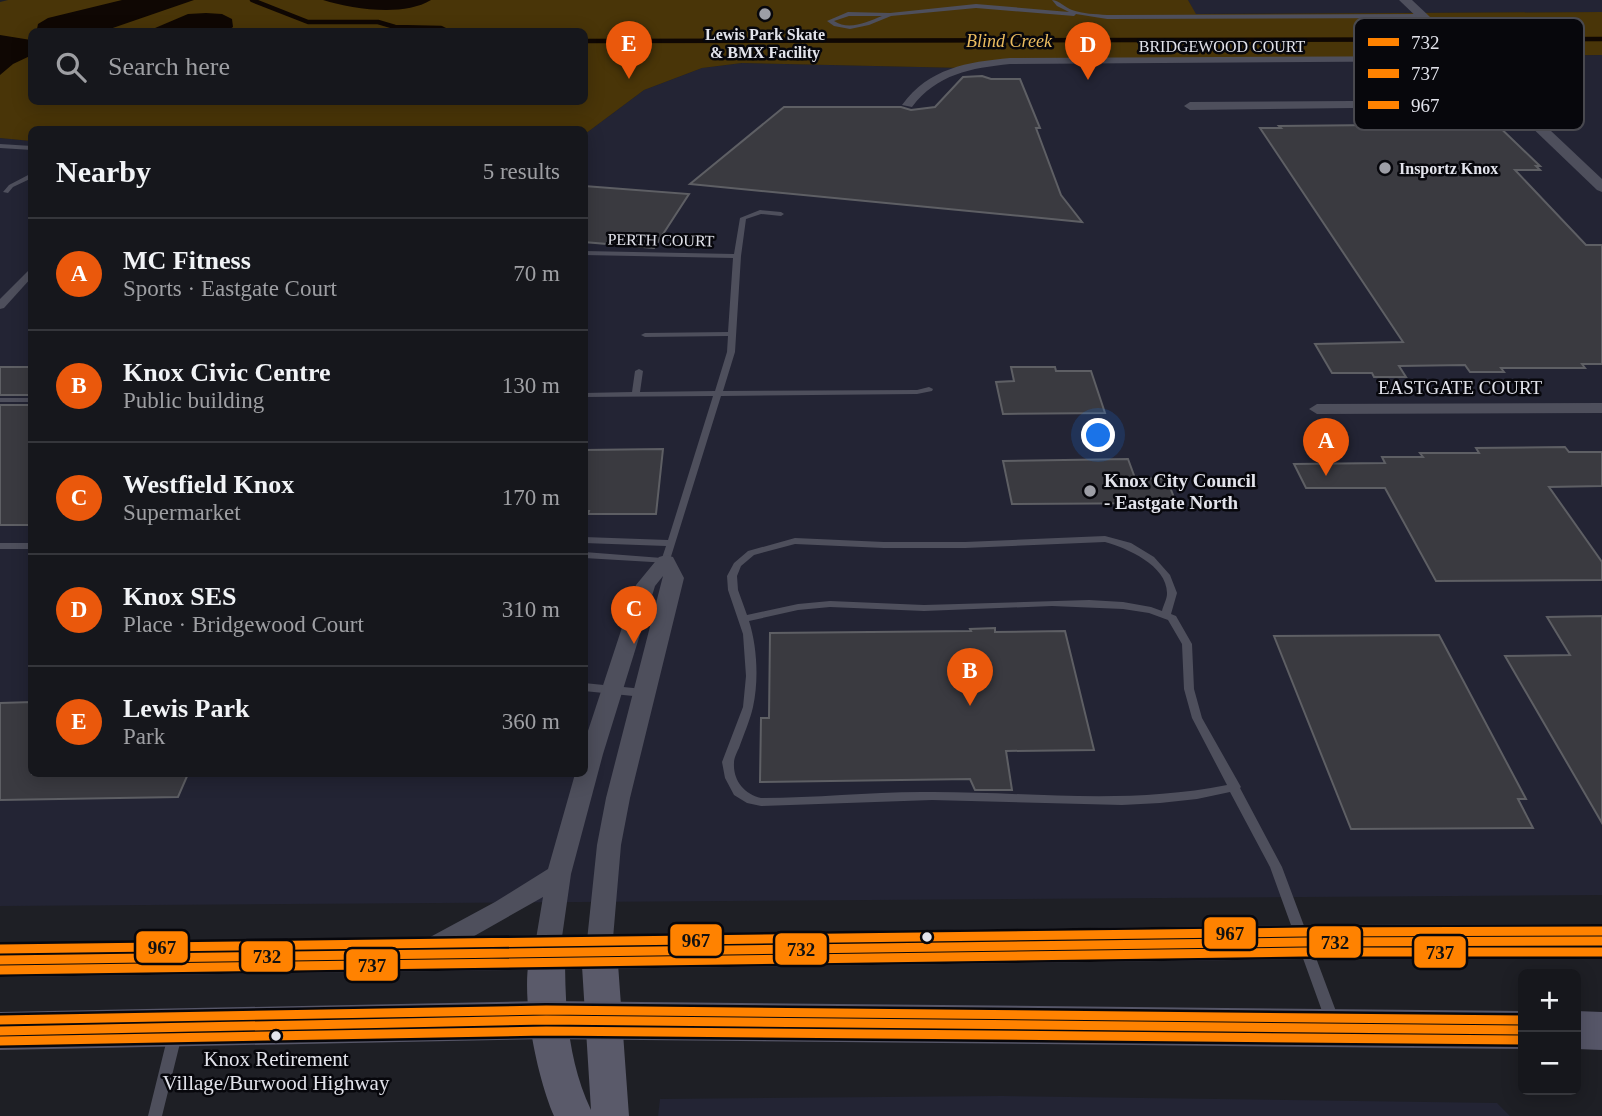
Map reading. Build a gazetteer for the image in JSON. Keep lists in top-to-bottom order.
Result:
{
  "streets": {
    "street": ["BRIDGEWOOD COURT", "EASTGATE COURT"],
    "lane": ["PERTH COURT"]
  },
  "water": ["Blind Creek"],
  "places": [
    "Lewis Park Skate & BMX Facility",
    "Insportz Knox",
    "Knox City Council - Eastgate North",
    "Knox Retirement Village/Burwood Highway"
  ],
  "lines": ["transit line 967", "transit line 732", "transit line 737"],
  "legend": ["732", "737", "967"],
  "page": {
    "pins": [
      "E",
      "D",
      "A",
      "C",
      "B"
    ],
    "search": "Search here",
    "heading": ["Nearby", "5 results"],
    "list": [
      {
        "mark": "A",
        "name": "MC Fitness",
        "note": "Sports · Eastgate Court",
        "value": "70 m"
      },
      {
        "mark": "B",
        "name": "Knox Civic Centre",
        "note": "Public building",
        "value": "130 m"
      },
      {
        "mark": "C",
        "name": "Westfield Knox",
        "note": "Supermarket",
        "value": "170 m"
      },
      {
        "mark": "D",
        "name": "Knox SES",
        "note": "Place · Bridgewood Court",
        "value": "310 m"
      },
      {
        "mark": "E",
        "name": "Lewis Park",
        "note": "Park",
        "value": "360 m"
      }
    ],
    "map_buttons": ["+", "−"]
  }
}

▶ **Work request**: What I need is every record written out exactly, minus the pictures.

▶ **Answer to this task**:
Map reading. Build a gazetteer for the image in JSON. Keep lists in top-to-bottom order.
Result:
{
  "streets": {
    "street": ["BRIDGEWOOD COURT", "EASTGATE COURT"],
    "lane": ["PERTH COURT"]
  },
  "water": ["Blind Creek"],
  "places": [
    "Lewis Park Skate & BMX Facility",
    "Insportz Knox",
    "Knox City Council - Eastgate North",
    "Knox Retirement Village/Burwood Highway"
  ],
  "lines": ["transit line 967", "transit line 732", "transit line 737"],
  "legend": ["732", "737", "967"],
  "page": {
    "pins": [
      "E",
      "D",
      "A",
      "C",
      "B"
    ],
    "search": "Search here",
    "heading": ["Nearby", "5 results"],
    "list": [
      {
        "mark": "A",
        "name": "MC Fitness",
        "note": "Sports · Eastgate Court",
        "value": "70 m"
      },
      {
        "mark": "B",
        "name": "Knox Civic Centre",
        "note": "Public building",
        "value": "130 m"
      },
      {
        "mark": "C",
        "name": "Westfield Knox",
        "note": "Supermarket",
        "value": "170 m"
      },
      {
        "mark": "D",
        "name": "Knox SES",
        "note": "Place · Bridgewood Court",
        "value": "310 m"
      },
      {
        "mark": "E",
        "name": "Lewis Park",
        "note": "Park",
        "value": "360 m"
      }
    ],
    "map_buttons": ["+", "−"]
  }
}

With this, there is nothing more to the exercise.